**Problem to work on:**
Find "<button>−</button>" in the records that follow; print that line and each subsequent line through the last one, verbatim and with nothing added.

**Input material:**
Segment Open

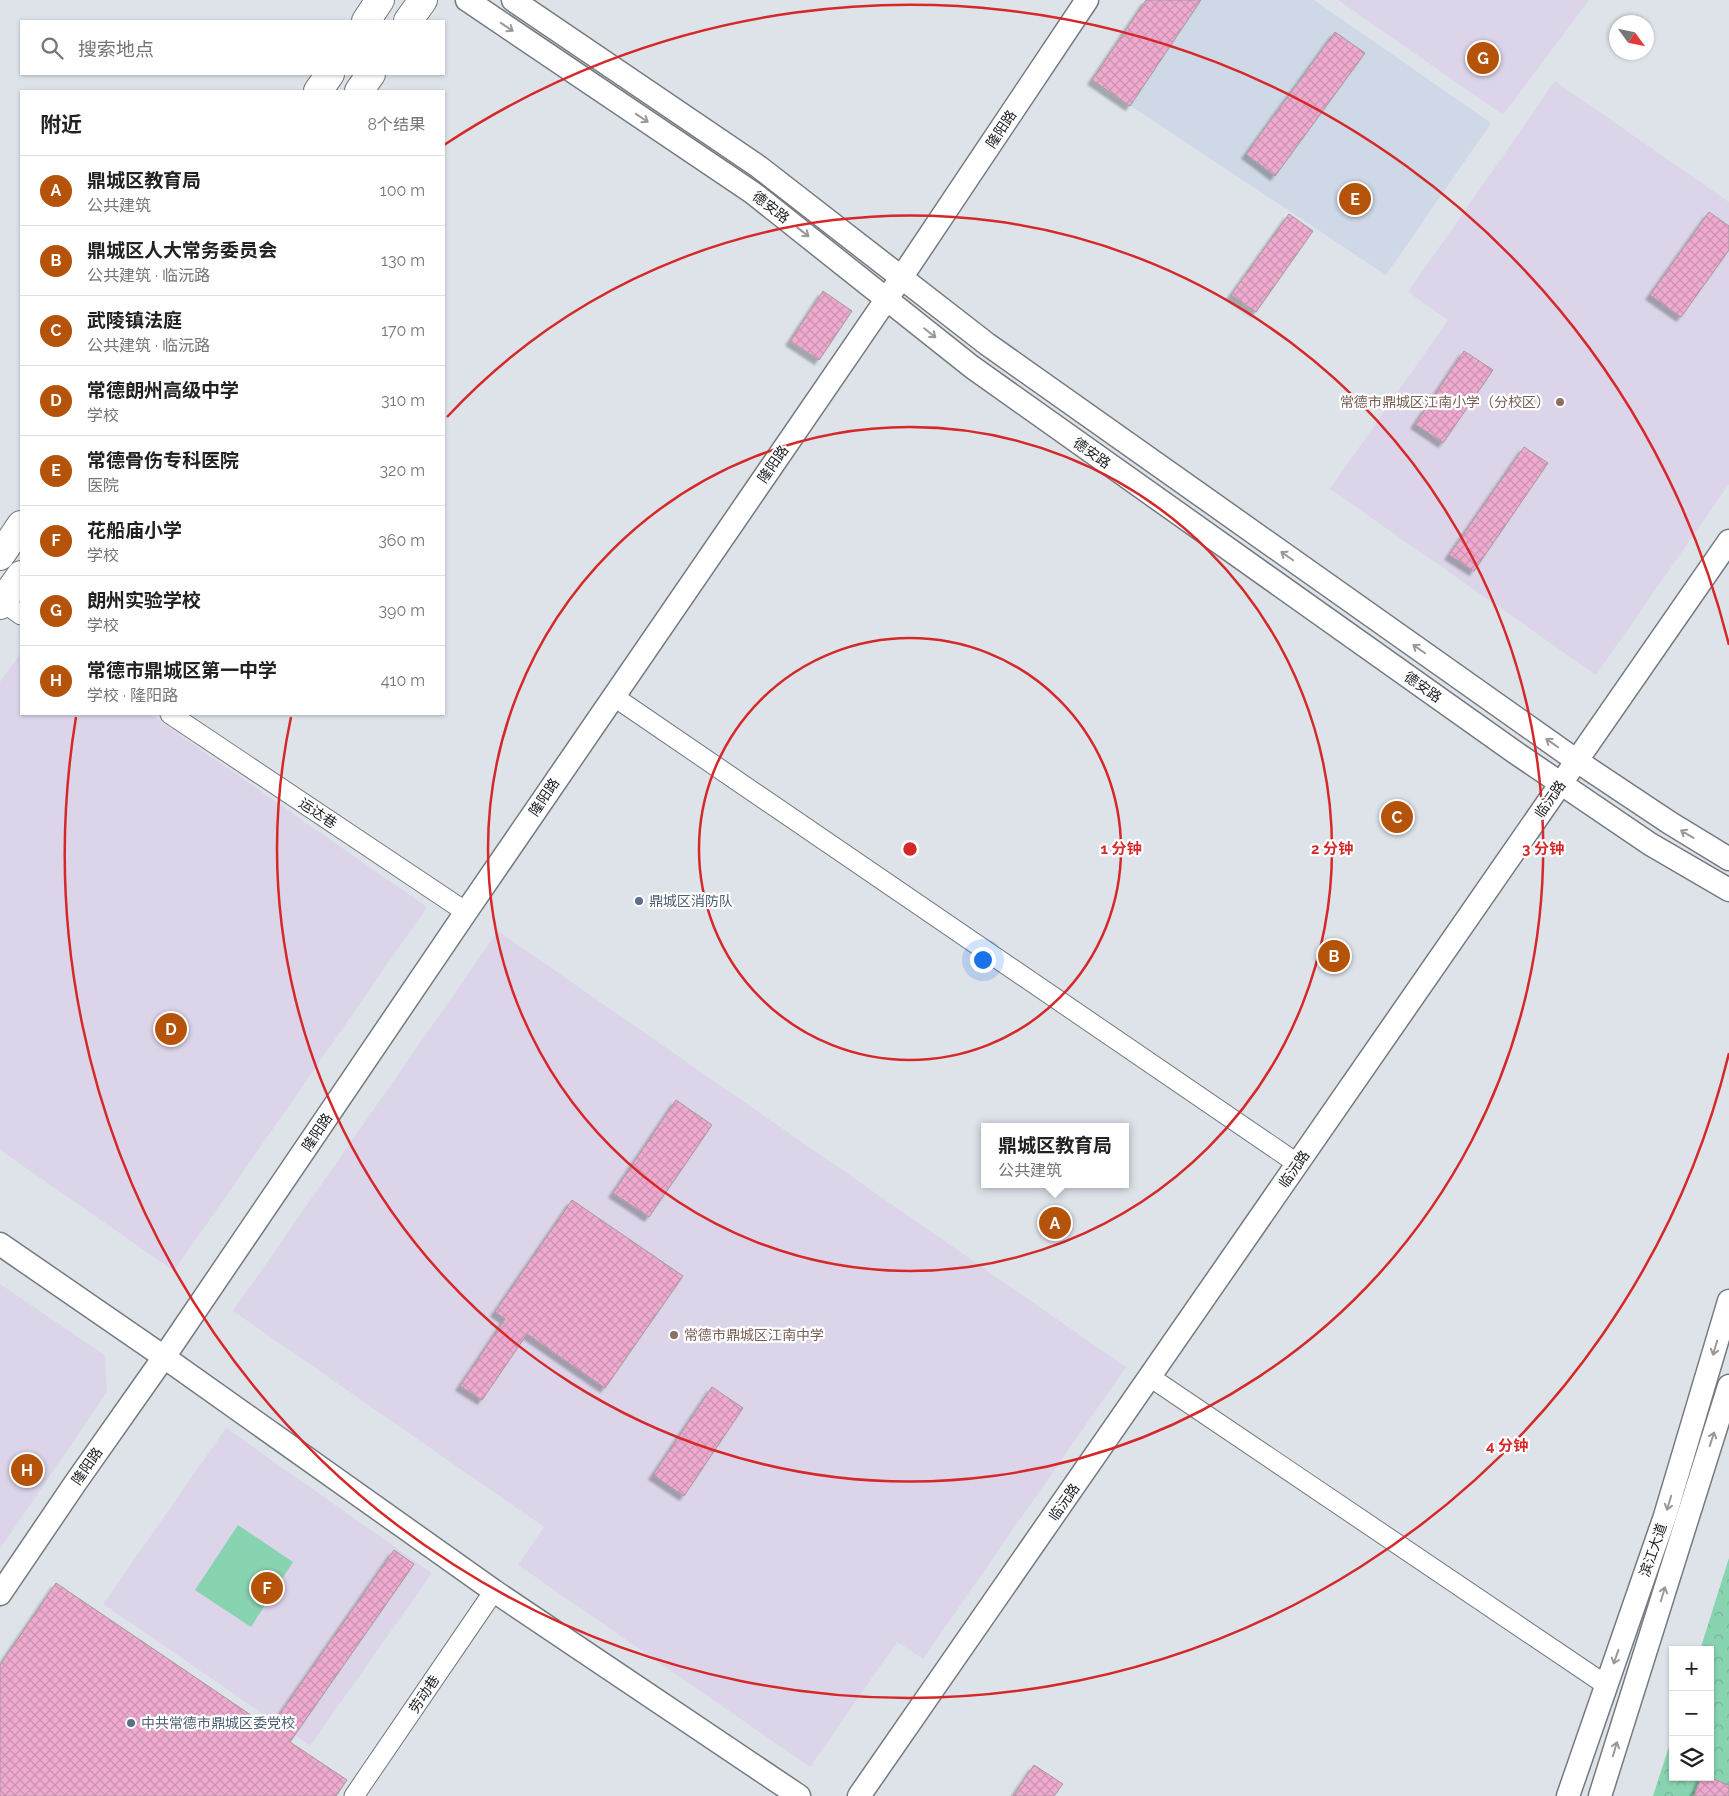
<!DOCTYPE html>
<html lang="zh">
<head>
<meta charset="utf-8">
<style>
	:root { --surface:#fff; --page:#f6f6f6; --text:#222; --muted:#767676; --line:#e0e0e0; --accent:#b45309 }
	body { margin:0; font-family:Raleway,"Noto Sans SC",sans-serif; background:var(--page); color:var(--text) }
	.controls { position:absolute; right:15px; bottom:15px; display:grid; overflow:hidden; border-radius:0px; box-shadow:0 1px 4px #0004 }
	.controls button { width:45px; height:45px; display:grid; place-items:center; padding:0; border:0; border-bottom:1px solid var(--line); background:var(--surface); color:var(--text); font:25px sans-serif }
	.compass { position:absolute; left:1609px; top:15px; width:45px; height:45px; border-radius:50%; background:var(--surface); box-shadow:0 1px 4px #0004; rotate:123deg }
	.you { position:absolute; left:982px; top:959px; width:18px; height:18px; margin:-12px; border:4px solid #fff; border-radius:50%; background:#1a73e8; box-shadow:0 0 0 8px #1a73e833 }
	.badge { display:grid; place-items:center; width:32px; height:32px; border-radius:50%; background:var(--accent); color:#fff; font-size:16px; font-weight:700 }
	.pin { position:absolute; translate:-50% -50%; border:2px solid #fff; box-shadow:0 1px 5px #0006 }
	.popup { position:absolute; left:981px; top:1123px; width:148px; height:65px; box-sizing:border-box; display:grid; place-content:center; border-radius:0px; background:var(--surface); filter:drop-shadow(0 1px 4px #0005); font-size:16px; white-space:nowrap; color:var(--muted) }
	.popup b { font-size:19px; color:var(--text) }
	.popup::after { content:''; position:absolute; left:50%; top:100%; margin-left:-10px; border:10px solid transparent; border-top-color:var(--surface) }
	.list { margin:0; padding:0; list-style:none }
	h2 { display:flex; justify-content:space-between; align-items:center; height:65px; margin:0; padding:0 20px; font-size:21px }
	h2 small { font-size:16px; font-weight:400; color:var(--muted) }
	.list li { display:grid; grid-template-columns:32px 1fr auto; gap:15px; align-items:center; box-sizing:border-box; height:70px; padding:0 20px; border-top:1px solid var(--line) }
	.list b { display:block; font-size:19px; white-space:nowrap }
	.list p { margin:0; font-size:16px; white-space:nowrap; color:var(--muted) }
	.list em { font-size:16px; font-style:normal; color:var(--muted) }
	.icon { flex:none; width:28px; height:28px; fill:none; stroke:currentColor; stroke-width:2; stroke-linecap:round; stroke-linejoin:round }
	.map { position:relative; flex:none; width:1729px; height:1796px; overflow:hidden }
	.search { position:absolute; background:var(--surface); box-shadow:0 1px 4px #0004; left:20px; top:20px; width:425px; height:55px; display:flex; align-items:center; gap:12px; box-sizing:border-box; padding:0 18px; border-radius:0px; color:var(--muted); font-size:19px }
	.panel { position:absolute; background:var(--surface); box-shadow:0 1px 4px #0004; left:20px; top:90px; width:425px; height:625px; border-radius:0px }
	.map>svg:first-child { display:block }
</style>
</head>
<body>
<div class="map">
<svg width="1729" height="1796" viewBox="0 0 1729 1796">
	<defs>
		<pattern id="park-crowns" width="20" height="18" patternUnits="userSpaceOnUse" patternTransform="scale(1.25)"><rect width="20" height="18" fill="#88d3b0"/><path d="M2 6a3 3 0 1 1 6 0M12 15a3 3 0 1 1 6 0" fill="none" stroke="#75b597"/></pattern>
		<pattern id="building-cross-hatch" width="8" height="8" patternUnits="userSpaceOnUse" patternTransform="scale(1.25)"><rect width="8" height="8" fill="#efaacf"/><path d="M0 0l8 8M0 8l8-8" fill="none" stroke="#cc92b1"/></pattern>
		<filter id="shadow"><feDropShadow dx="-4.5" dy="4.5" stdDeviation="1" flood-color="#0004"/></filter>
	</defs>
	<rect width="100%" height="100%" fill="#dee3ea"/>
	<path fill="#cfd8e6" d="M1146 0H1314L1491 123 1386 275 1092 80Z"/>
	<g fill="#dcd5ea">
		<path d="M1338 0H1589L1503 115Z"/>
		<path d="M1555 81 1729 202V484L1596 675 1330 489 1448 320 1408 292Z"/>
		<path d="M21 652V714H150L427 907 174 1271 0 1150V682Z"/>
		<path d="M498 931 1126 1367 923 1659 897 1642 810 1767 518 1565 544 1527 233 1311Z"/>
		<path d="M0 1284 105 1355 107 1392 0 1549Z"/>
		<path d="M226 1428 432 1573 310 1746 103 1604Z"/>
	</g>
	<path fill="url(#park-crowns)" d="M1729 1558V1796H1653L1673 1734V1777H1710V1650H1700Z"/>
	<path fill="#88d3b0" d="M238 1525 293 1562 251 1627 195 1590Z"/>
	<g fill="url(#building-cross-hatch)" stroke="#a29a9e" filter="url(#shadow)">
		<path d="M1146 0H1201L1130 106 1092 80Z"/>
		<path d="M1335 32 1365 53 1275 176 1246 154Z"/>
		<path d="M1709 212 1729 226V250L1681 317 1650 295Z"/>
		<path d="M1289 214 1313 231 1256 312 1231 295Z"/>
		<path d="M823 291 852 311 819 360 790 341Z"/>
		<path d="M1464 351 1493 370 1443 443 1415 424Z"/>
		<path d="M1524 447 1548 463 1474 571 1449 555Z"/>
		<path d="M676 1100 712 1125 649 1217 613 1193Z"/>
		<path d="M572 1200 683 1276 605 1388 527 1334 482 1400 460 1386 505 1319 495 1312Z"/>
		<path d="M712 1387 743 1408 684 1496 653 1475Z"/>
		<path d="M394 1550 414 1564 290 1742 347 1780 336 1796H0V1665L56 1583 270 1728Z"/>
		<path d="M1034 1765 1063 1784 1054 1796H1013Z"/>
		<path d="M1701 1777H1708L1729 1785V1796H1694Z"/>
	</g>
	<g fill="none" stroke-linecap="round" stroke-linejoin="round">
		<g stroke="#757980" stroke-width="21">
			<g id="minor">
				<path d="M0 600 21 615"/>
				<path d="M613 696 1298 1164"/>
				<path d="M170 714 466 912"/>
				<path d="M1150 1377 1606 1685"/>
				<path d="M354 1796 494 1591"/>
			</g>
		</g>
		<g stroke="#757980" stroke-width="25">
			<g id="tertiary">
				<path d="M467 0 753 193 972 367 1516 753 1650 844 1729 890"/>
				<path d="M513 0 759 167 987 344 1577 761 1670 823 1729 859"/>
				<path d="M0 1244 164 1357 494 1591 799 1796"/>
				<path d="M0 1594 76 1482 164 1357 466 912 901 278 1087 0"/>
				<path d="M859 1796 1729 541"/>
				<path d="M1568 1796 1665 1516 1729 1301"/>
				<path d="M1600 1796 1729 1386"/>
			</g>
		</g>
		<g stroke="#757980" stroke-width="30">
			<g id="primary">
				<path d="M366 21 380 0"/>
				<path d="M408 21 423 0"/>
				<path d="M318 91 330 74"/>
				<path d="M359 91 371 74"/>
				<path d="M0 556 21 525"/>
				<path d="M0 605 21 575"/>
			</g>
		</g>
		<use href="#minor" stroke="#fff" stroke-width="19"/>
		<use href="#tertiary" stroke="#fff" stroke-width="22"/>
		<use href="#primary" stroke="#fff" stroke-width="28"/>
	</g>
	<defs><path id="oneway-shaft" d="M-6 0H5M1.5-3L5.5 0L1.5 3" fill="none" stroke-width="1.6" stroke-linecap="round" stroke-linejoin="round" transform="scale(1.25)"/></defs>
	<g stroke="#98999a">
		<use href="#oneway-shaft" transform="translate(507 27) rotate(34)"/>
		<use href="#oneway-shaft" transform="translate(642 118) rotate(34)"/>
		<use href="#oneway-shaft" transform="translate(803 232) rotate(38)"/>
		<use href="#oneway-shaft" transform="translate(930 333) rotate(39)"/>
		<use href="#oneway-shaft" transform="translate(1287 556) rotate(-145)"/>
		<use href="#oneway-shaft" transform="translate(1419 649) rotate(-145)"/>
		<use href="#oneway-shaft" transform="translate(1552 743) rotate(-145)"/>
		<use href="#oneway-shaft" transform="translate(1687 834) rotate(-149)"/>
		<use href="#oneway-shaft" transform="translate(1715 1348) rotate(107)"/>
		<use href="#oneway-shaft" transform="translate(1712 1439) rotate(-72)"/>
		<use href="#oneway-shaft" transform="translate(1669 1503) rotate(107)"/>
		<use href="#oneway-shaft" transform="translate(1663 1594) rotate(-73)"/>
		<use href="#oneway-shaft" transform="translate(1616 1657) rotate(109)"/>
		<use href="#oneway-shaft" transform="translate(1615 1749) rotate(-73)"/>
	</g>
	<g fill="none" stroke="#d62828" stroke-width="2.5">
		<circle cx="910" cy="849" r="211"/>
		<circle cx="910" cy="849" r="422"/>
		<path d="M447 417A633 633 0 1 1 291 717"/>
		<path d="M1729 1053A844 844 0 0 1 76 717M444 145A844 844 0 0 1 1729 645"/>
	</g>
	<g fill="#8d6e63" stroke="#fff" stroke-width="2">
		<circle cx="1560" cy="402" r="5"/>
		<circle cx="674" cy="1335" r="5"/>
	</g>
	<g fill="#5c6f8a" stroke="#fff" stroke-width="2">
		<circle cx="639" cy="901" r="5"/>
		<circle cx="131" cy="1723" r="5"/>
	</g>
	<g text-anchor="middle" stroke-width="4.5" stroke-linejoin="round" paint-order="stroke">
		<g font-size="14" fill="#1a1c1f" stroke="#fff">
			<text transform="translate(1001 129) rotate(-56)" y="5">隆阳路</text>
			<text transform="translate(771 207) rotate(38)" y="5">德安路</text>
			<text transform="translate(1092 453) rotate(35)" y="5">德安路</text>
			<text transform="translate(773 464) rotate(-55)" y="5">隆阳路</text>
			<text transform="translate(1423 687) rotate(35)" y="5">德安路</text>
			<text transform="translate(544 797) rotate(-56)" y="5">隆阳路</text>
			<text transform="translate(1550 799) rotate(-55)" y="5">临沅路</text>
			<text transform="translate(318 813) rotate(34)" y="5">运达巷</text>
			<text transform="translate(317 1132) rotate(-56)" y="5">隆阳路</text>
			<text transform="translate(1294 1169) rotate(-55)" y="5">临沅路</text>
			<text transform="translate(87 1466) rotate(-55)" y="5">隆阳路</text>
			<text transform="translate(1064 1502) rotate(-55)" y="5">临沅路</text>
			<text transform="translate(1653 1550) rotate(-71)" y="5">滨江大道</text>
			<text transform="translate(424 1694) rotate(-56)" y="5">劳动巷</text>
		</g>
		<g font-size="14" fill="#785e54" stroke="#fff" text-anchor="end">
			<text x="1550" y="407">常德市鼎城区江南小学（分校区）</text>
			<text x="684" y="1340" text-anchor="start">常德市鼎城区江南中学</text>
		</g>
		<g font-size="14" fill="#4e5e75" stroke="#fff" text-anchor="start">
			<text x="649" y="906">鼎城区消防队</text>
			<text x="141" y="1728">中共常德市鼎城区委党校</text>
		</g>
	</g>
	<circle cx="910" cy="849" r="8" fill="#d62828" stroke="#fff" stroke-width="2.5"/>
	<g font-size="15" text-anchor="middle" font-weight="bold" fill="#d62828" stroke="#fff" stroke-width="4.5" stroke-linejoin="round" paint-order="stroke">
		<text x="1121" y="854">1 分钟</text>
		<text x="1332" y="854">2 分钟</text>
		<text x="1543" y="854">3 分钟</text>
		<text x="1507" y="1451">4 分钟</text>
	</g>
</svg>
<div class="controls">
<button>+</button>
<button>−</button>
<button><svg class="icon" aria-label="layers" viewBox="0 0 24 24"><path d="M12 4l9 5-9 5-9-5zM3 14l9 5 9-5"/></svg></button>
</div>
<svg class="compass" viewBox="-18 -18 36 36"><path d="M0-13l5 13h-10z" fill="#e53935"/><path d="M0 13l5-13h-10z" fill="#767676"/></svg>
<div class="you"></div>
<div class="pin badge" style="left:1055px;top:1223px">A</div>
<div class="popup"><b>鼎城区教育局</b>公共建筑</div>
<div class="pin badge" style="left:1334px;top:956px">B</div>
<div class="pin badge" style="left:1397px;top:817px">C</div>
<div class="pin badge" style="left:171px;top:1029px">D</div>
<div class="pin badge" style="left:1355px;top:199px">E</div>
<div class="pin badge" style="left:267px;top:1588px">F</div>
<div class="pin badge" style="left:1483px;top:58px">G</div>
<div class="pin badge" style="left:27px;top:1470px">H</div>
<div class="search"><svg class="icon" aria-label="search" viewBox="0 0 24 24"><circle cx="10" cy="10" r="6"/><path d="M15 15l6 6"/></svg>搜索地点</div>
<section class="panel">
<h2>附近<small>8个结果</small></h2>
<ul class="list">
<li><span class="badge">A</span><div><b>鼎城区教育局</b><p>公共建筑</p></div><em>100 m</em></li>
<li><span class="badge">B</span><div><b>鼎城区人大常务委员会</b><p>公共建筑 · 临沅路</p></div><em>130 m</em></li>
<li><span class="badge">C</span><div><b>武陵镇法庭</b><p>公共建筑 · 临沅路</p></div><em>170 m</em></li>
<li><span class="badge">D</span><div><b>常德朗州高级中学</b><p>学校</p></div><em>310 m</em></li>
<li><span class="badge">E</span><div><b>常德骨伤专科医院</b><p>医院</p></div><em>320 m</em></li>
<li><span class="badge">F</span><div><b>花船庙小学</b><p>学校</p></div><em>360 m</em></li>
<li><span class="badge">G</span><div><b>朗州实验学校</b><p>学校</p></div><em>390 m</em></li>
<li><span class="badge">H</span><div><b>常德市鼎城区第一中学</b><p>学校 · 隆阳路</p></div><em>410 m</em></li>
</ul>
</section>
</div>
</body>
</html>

Segment Closed

**Task output:**
<button>−</button>
<button><svg class="icon" aria-label="layers" viewBox="0 0 24 24"><path d="M12 4l9 5-9 5-9-5zM3 14l9 5 9-5"/></svg></button>
</div>
<svg class="compass" viewBox="-18 -18 36 36"><path d="M0-13l5 13h-10z" fill="#e53935"/><path d="M0 13l5-13h-10z" fill="#767676"/></svg>
<div class="you"></div>
<div class="pin badge" style="left:1055px;top:1223px">A</div>
<div class="popup"><b>鼎城区教育局</b>公共建筑</div>
<div class="pin badge" style="left:1334px;top:956px">B</div>
<div class="pin badge" style="left:1397px;top:817px">C</div>
<div class="pin badge" style="left:171px;top:1029px">D</div>
<div class="pin badge" style="left:1355px;top:199px">E</div>
<div class="pin badge" style="left:267px;top:1588px">F</div>
<div class="pin badge" style="left:1483px;top:58px">G</div>
<div class="pin badge" style="left:27px;top:1470px">H</div>
<div class="search"><svg class="icon" aria-label="search" viewBox="0 0 24 24"><circle cx="10" cy="10" r="6"/><path d="M15 15l6 6"/></svg>搜索地点</div>
<section class="panel">
<h2>附近<small>8个结果</small></h2>
<ul class="list">
<li><span class="badge">A</span><div><b>鼎城区教育局</b><p>公共建筑</p></div><em>100 m</em></li>
<li><span class="badge">B</span><div><b>鼎城区人大常务委员会</b><p>公共建筑 · 临沅路</p></div><em>130 m</em></li>
<li><span class="badge">C</span><div><b>武陵镇法庭</b><p>公共建筑 · 临沅路</p></div><em>170 m</em></li>
<li><span class="badge">D</span><div><b>常德朗州高级中学</b><p>学校</p></div><em>310 m</em></li>
<li><span class="badge">E</span><div><b>常德骨伤专科医院</b><p>医院</p></div><em>320 m</em></li>
<li><span class="badge">F</span><div><b>花船庙小学</b><p>学校</p></div><em>360 m</em></li>
<li><span class="badge">G</span><div><b>朗州实验学校</b><p>学校</p></div><em>390 m</em></li>
<li><span class="badge">H</span><div><b>常德市鼎城区第一中学</b><p>学校 · 隆阳路</p></div><em>410 m</em></li>
</ul>
</section>
</div>
</body>
</html>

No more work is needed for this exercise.